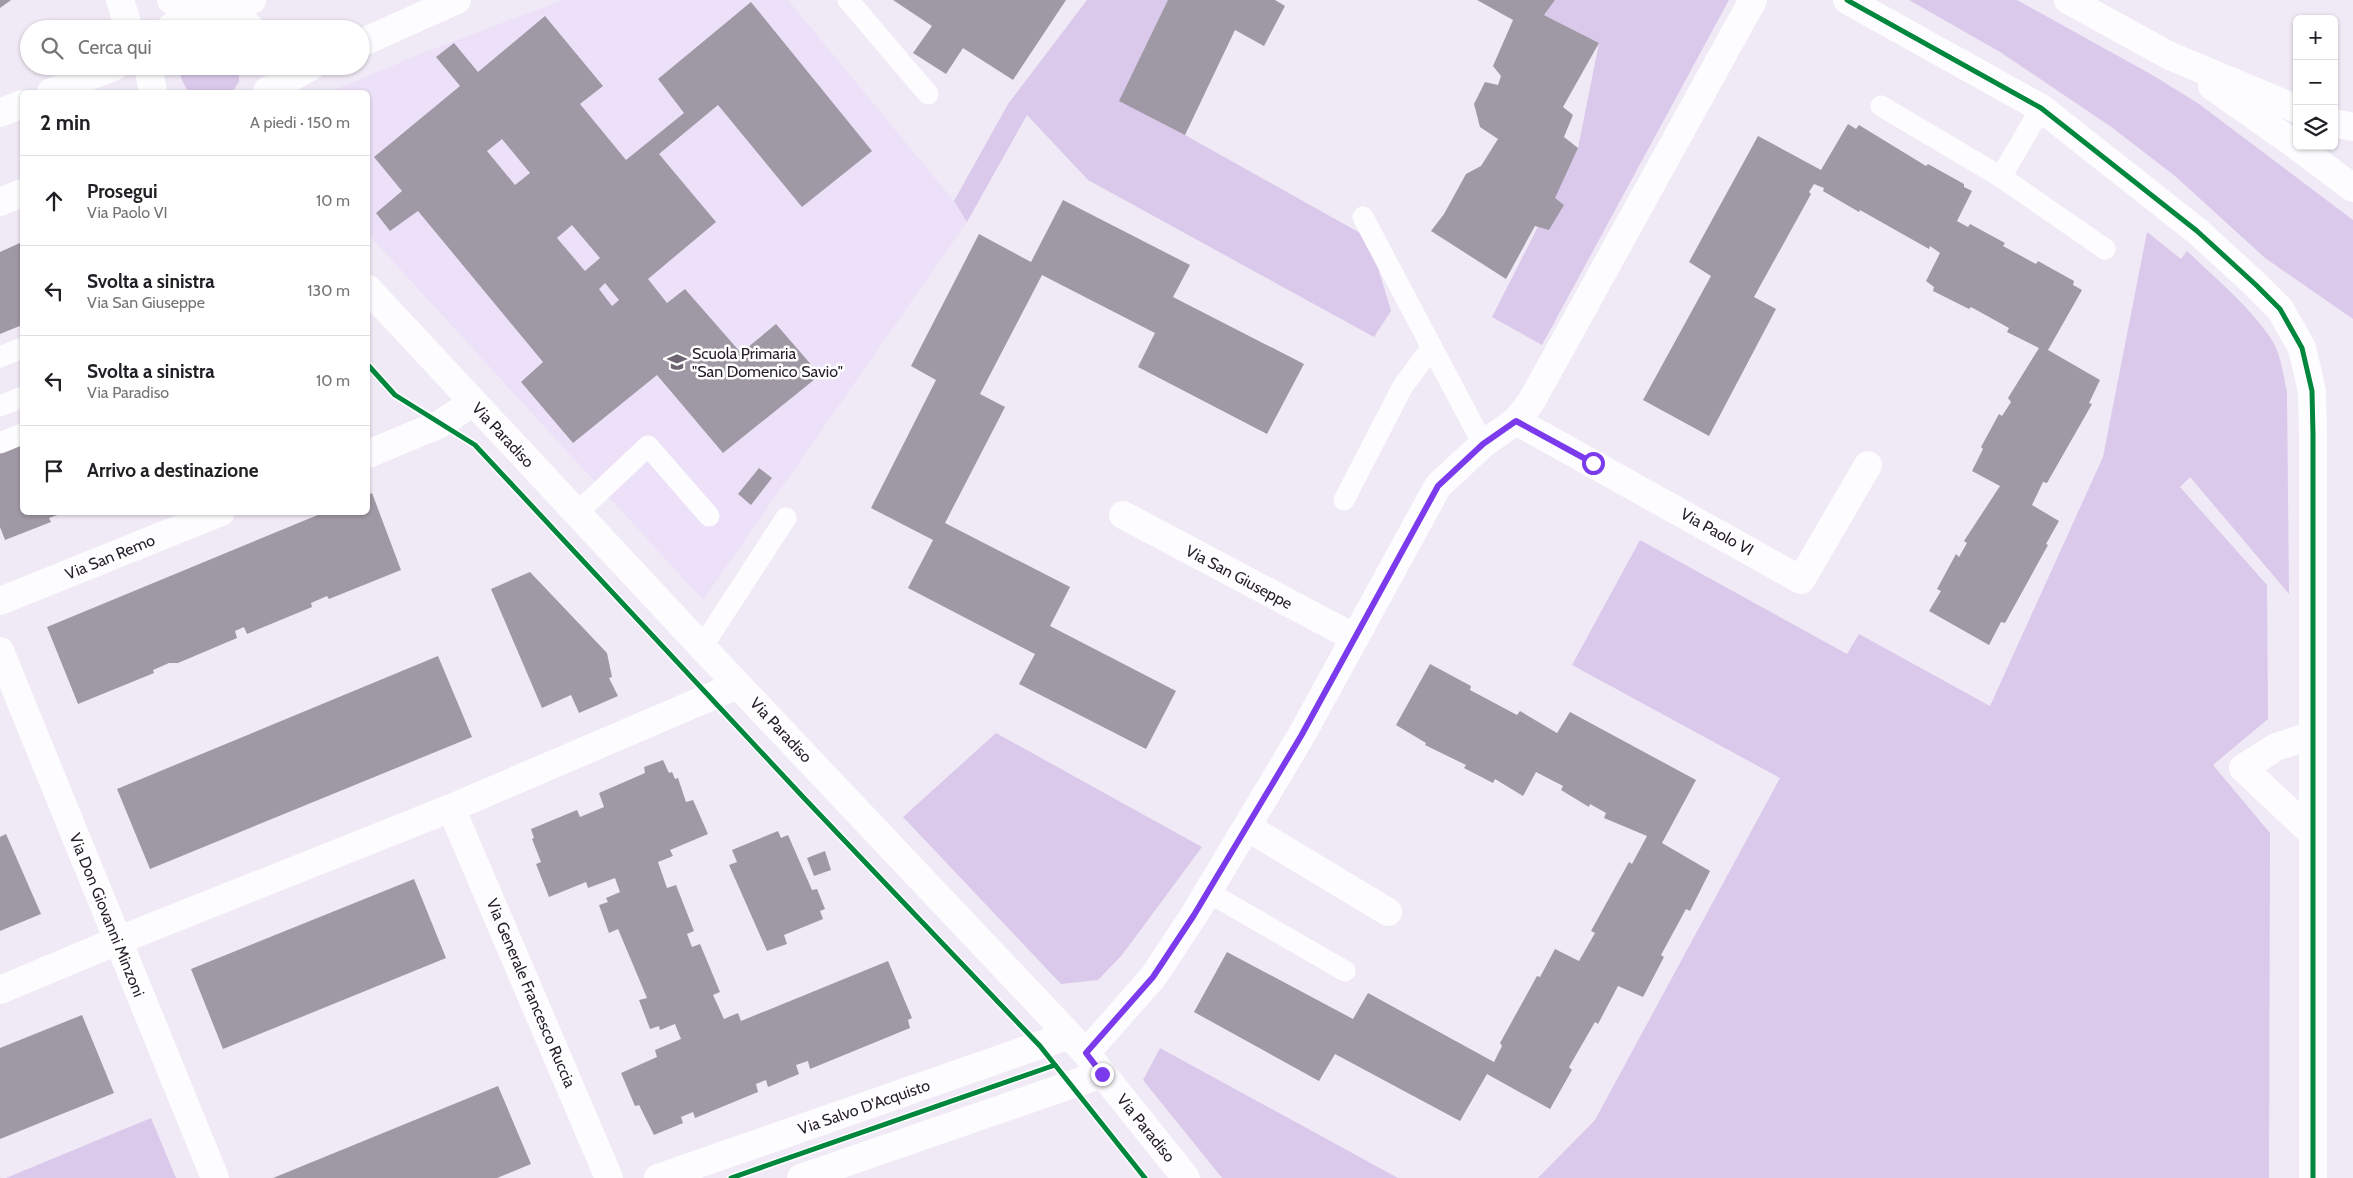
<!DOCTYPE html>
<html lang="it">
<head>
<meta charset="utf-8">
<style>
  :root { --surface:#fff; --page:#f6f6f6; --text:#202124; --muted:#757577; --line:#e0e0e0 }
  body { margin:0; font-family:Cabin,sans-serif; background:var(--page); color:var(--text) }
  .controls { position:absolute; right:15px; top:15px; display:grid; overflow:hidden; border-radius:8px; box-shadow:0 1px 4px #0004 }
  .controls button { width:45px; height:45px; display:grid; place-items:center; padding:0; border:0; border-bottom:1px solid var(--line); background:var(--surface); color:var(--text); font:25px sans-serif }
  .stop { position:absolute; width:15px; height:15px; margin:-11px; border:4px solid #7c3aed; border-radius:50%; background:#fff }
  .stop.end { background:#7c3aed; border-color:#fff; box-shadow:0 1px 5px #0008 }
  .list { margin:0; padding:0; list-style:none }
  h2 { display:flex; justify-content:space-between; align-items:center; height:65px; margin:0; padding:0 20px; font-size:21px }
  h2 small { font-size:16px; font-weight:400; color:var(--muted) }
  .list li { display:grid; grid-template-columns:32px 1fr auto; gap:15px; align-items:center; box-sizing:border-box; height:90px; padding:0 20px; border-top:1px solid var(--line) }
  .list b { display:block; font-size:19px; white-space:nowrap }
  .list p { margin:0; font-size:16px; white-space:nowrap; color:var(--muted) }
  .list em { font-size:16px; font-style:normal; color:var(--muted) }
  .icon { flex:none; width:28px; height:28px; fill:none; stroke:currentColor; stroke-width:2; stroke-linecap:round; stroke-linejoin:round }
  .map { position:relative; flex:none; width:2353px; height:1178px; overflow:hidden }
  .search { position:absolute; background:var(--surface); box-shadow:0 1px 4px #0004; left:20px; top:20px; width:350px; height:55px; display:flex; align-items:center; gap:12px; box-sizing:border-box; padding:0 18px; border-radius:28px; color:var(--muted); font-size:19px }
  .panel { position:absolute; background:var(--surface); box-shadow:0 1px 4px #0004; left:20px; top:90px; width:350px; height:425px; border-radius:8px }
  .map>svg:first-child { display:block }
  .built { fill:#ece1f8 }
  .green { fill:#dbc9eb }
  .building { fill:#9f99a5; fill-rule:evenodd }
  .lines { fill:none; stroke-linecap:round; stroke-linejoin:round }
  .lane { stroke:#fdfcfe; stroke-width:21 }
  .street { stroke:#fdfcfe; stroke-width:28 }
  .secondary { stroke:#fdfcfe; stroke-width:28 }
  .highway { stroke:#fdfcfe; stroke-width:28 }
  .cycleway-casing { stroke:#fff; stroke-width:8 }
  .cycleway { stroke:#00873e; stroke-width:5 }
  .route { stroke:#7c3aed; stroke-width:6 }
  .labels { text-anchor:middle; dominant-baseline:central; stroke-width:5; stroke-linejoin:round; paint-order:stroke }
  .poi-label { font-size:16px; fill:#261f2b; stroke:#fff; text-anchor:start }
  .street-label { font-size:16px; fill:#261f2b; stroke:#fff }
</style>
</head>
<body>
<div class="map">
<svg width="2353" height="1178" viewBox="0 0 2353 1178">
  <rect width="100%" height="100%" fill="#f0eaf6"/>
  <polygon class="built" points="563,0 788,0 954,201 967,222 703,600 368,234 368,92 330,92 425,52"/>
  <g class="green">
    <polygon points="1087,0 1178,0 1185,135 1369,238 1391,311 1374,337 1088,180 1027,115 967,222 954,201 1008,104"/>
    <polygon points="1555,0 1729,0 1542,345 1492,317 1578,148 1599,43 1544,15"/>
    <polygon points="1909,0 2017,0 2154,76 2199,104 2353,220 2353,319 2265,258 2175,176 2110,126 2000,52"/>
    <polygon points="181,66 239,66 239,82 232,92 188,92 181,78"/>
    <path d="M2147 232 2181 259 2187 251C2215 278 2248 305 2270 337 2281 353 2283 374 2287 392L2289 594 2190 477 2180 487 2267 585 2268 719 2213 765 2270 833 2269 1178H1538L1595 1120 1780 778 1572 665 1640 540 1847 654 1859 634 1990 706 2103 457Z"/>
    <polygon points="996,733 1202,847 1122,955 1098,980 1061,984 903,817"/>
    <polygon points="1160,1048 1398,1178 1222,1178 1143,1080"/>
    <polygon points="151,1118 176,1178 6,1178 134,1125"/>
  </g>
  <g class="building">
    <polygon points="0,0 11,0 0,8"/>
    <polygon points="893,0 1066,0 1013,80 963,48 946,74 913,53 932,26"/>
    <polygon points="1168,0 1275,0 1285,6 1264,46 1235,30 1185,135 1119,101"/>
    <polygon points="1477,0 1555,0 1544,15 1599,43 1563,107 1573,115 1564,137 1578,148 1555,198 1564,205 1549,230 1535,226 1506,279 1431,231 1444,214 1466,174 1481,166 1498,139 1480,127 1474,104 1485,82 1498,85 1501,76 1493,66 1513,20"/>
    <path d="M751 2 872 151 802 207 718 105 659 154 716 222 648 279 667 303 685 289 741 353 776 324 820 375 723 453 657 375 573 443 521 382 543 362 418 211 390 231 376 213 402 191 374 157 460 86 436 57 454 43 478 72 545 16 603 86 580 104 626 160 684 113 658 79ZM502 139 530 173 515 185 487 151ZM572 225 600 258 585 271 557 238ZM605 283 619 300 612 306 599 289Z"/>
    <polygon points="1848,124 1856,129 1859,125 1926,166 1928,164 1964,184 1964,187 1972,191 1957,221 1968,227 1970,224 2005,243 2003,246 2036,264 2038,261 2074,281 2073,285 2082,290 2048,350 2100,380 2089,403 2092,404 2047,483 2043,482 2032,505 2059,521 2046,544 2048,545 2005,623 2001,622 1989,645 1929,611 1941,591 1937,589 1956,554 1959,557 1967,543 1964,541 2000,486 1972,471 1983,449 1981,447 1999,414 2002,416 2011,402 2008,398 2039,348 2007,332 2009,328 1971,307 1969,309 1933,291 1934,287 1926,281 1940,253 1930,246 1929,249 1860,210 1859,212 1823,191 1824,188 1814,184 1809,192 1811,194 1754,297 1776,309 1709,436 1643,400 1711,276 1689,262 1758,136 1821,170"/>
    <polygon points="1063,200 1190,265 1173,297 1304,364 1267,434 1138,367 1155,333 1042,275 980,394 1005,407 945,523 1070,587 1050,626 1176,691 1146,749 1019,684 1035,654 908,588 933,540 871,508 936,380 911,366 979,234 1031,262"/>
    <polygon points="22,242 22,325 0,334 0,252"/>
    <polygon points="22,443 22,512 63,513 49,518 51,522 5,540 0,527 0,453"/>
    <polygon points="759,468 772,478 751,505 738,494"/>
    <polygon points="372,493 401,570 329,599 327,596 311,603 312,607 247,634 244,627 235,631 237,638 178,663 169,663 153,670 154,673 78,704 47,627 325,512 368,512 368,495"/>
    <polygon points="530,572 607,653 612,677 609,678 618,696 579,713 571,695 542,708 491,589"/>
    <polygon points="438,656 472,737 150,869 117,789"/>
    <polygon points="1430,664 1471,686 1470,690 1517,715 1520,711 1557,733 1570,712 1696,780 1662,843 1710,871 1690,911 1686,909 1661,955 1664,957 1643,997 1618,986 1598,1024 1595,1022 1569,1067 1572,1070 1550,1109 1487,1074 1460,1121 1335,1054 1319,1081 1194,1012 1227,952 1353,1019 1368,993 1494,1062 1502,1046 1500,1043 1537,976 1540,977 1555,949 1579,961 1595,933 1591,931 1629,862 1632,864 1647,836 1604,818 1606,813 1590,804 1589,807 1561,790 1563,786 1536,772 1523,796 1495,779 1493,783 1464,768 1466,765 1425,745 1426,743 1396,725"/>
    <polygon points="663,760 669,773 672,772 675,779 678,778 686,802 693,800 708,834 670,850 673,856 658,862 667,888 676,885 694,931 687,934 692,947 700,944 720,992 713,995 724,1019 738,1013 741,1021 888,961 912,1018 908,1020 910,1028 810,1069 808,1061 796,1065 799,1074 768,1087 766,1080 756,1084 758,1092 695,1118 693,1112 681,1117 683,1123 654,1135 639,1105 635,1106 621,1073 657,1057 655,1050 681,1039 675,1024 660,1030 659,1026 650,1029 639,1000 647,998 618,929 609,933 599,905 608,902 606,898 620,892 615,878 588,888 586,882 549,897 536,864 541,862 532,839 534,838 531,829 577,810 580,817 604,807 599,793 645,773 644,767"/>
    <polygon points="778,831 781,838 788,835 812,890 817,889 825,909 820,911 823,919 784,935 787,944 767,951 729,865 737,862 732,850"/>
    <polygon points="6,834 41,914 0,931 0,837"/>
    <polygon points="825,851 831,870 814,876 807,858"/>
    <polygon points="414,879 446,958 223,1049 191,969"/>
    <polygon points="82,1015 114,1093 0,1139 0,1048"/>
    <polygon points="498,1086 531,1164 497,1178 273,1178"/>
  </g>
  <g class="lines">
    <g class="lane">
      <polyline points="848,0 928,94"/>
      <polyline points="1881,106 2001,177 2041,108"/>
      <polyline points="2001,177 2105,249"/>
      <polyline points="1363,217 1483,444"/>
      <polyline points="0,357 22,348"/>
      <polyline points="0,406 22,397"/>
      <polyline points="0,443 22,434"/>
      <polyline points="1344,500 1403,386 1432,347"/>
      <polyline points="577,513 648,446 709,516"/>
      <polyline points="702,647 786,518"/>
      <polyline points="1208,892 1345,971"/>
    </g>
    <g class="street">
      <polyline points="1847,0 2041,108 2197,231 2256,285 2280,309 2302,348 2312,391 2313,434 2313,1178"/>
      <polyline points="1516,421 1801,580 1868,465"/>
      <polyline points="368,454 440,424 472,403"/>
      <polyline points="1123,515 1355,638"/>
      <polyline points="0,601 221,512"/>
      <polyline points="0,651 215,1178"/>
      <polyline points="451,808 609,1178"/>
      <polyline points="1247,827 1388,912"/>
      <polyline points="2311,832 2243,768 2276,747 2313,735"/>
      <polyline points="0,990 117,941 451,808 738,685"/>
      <polyline points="1086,1053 1153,977 1194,915 1301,736 1438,486 1483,444 1516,421 1531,402 1753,0"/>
    </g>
    <g class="secondary">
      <polyline points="120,0 129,29"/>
      <polyline points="171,0 204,12"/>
      <polyline points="228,13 252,0"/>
      <path d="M169 29C191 10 231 4 251 29"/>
      <polyline points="361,43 457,0"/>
      <polyline points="148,66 153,92"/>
      <polyline points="267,91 312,66"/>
      <polyline points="51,92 115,66"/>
      <polyline points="0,113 22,104"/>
      <polyline points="0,202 22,193"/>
      <polyline points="368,289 702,647 1086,1053 1186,1178"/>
      <polyline points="658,1178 1069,1035"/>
      <polyline points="801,1178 1102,1074"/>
    </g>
    <g class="highway">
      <polyline points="2068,0 2170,56 2297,109"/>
      <polyline points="2212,86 2297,146"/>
      <polyline points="2334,123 2353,127"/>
      <polyline points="2297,146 2353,188"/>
    </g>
    <defs>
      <g id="cycleway">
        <polyline points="1847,0 2041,108 2197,231 2256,285 2280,309 2302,348 2312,391 2313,434 2313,1178"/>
        <polyline points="368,365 395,395 475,445 804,798 1040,1046 1145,1178"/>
        <polyline points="731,1178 1055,1065"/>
      </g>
    </defs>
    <use href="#cycleway" class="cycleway-casing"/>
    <use href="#cycleway" class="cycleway"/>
  </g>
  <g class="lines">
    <polyline class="route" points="1102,1074 1086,1053 1153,977 1194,915 1301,736 1438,486 1483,444 1516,421 1593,463"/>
  </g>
  <defs>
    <symbol id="school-bare" viewBox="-9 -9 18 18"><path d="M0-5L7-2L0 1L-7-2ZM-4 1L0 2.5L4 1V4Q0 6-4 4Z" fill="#6d6672" stroke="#fff" stroke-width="2.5" paint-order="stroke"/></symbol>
  </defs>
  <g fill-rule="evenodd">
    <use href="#school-bare" x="663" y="348" width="28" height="28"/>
  </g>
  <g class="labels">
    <g class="poi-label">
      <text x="692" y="353">Scuola Primaria<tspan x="692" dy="18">"San Domenico Savio"</tspan></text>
    </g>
    <g class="street-label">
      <text transform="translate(503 435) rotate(47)">Via Paradiso</text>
      <text transform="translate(1717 532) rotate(29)">Via Paolo VI</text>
      <text transform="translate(110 557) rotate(-22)">Via San Remo</text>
      <text transform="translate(1239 577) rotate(28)">Via San Giuseppe</text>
      <text transform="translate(781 730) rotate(47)">Via Paradiso</text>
      <text transform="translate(107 915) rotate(68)">Via Don Giovanni Minzoni</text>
      <text transform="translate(531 993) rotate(67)">Via Generale Francesco Ruccia</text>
      <text transform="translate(864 1107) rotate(-19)">Via Salvo D'Acquisto</text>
      <text transform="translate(1146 1128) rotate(51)">Via Paradiso</text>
    </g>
  </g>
</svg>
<div class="controls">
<button>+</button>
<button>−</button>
<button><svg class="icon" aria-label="layers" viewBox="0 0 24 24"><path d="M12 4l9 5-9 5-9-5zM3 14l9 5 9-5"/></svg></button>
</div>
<div class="stop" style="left:1593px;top:463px"></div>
<div class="stop end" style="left:1102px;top:1074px"></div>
<div class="search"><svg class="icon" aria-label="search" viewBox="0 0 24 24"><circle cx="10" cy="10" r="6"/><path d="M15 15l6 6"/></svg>Cerca qui</div>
<section class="panel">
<h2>2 min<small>A piedi · 150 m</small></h2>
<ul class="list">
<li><svg class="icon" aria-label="ahead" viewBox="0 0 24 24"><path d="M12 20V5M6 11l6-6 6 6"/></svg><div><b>Prosegui</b><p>Via Paolo VI</p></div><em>10 m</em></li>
<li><svg class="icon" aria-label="left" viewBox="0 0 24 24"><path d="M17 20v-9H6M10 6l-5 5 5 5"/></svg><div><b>Svolta a sinistra</b><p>Via San Giuseppe</p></div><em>130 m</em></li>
<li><svg class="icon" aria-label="left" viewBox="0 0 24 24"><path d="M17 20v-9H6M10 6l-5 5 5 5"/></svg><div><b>Svolta a sinistra</b><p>Via Paradiso</p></div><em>10 m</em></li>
<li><svg class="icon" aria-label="arrive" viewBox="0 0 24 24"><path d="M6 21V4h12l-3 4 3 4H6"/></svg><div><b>Arrivo a destinazione</b></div></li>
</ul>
</section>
</div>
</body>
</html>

★ ★ ★ ★ ★ ★ ★

Reproduce every line from the listing above that holds the word "nowrap".

● **Task answer**
  .list b { display:block; font-size:19px; white-space:nowrap }
  .list p { margin:0; font-size:16px; white-space:nowrap; color:var(--muted) }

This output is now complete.